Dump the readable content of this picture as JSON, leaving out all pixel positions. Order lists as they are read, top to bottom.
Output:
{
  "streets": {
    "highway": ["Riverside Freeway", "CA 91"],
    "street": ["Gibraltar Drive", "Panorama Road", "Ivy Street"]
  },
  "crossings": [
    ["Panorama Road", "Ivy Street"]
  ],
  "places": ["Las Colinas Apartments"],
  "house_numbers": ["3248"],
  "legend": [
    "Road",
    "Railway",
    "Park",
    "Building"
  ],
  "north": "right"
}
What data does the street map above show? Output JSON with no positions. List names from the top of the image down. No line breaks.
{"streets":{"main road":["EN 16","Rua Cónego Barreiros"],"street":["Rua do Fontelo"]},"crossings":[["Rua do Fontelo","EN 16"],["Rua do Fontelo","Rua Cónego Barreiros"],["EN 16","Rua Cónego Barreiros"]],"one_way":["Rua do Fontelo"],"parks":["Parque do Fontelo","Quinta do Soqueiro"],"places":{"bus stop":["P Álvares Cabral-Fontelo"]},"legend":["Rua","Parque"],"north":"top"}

——

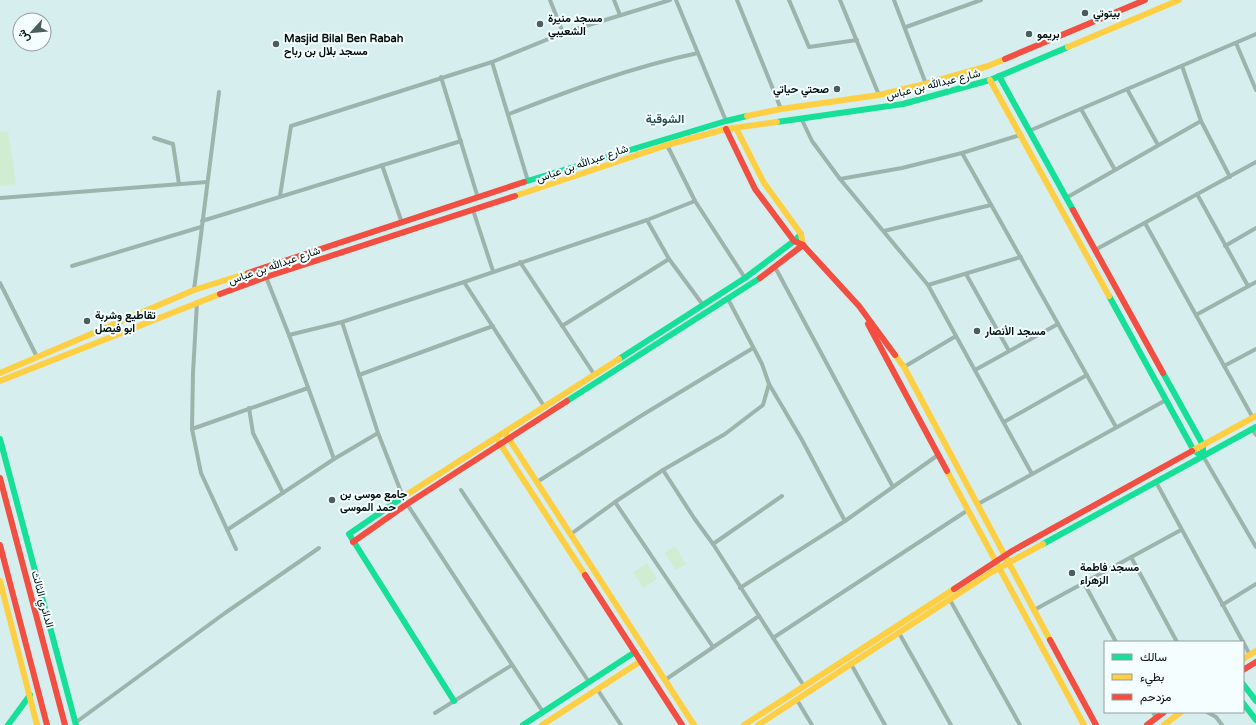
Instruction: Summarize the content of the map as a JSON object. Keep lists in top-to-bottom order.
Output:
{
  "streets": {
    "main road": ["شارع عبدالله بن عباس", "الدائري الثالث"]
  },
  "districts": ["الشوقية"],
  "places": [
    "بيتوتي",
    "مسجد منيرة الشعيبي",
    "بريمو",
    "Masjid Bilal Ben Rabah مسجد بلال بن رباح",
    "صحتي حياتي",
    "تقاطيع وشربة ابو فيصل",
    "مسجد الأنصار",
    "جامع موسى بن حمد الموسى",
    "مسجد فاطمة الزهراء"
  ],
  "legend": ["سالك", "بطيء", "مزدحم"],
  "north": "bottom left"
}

——

— About this exercise —
Could you return the lines in the entries above that contain "content"?

— Exercise output —
Dump the readable content of this picture as JSON, leaving out all pixel positions. Order lists as they are read, top to bottom.
Instruction: Summarize the content of the map as a JSON object. Keep lists in top-to-bottom order.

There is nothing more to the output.